• [Action item] Search the data for "Keep". Return each matching line.

• [Data segment]

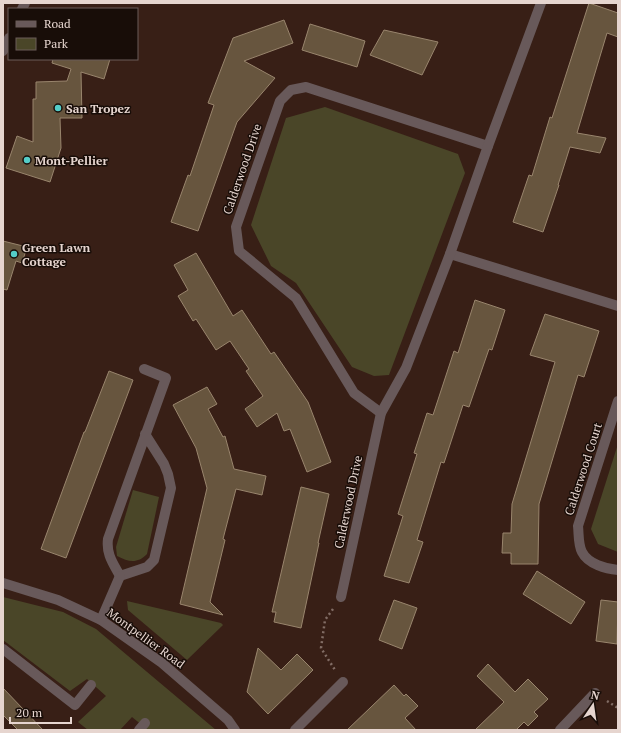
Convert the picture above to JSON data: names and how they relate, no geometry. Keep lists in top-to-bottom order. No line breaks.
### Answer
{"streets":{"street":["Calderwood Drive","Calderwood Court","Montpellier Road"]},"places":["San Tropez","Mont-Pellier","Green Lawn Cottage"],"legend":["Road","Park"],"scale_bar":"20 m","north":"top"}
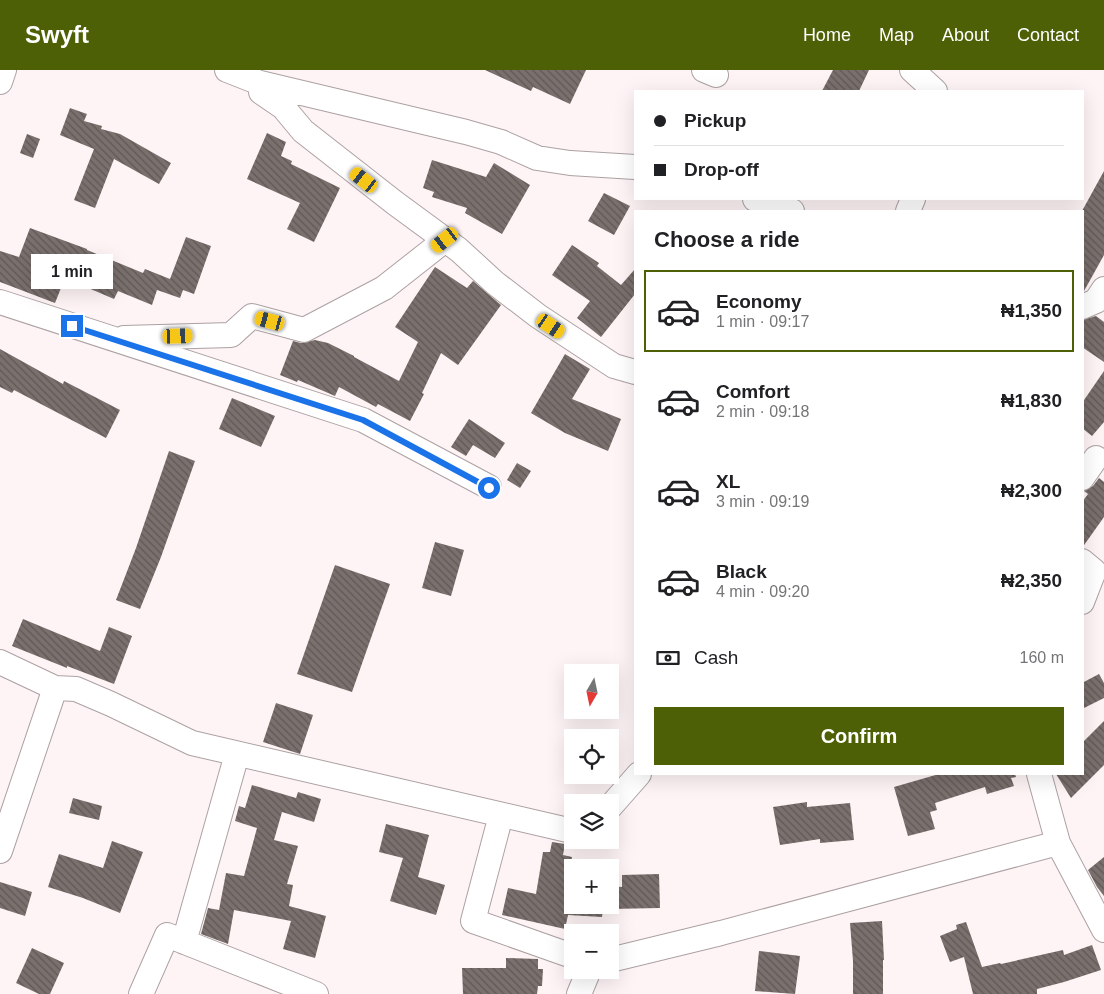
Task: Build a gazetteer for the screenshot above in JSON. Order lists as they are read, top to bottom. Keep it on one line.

• [Written solution]
Convert the picture above to JSON data: names and how they relate, no geometry. Keep lists in top-to-bottom order. No line breaks.
Task: Build a gazetteer for the screenshot above in JSON. Order lists as they are read, top to bottom. Keep it on one line.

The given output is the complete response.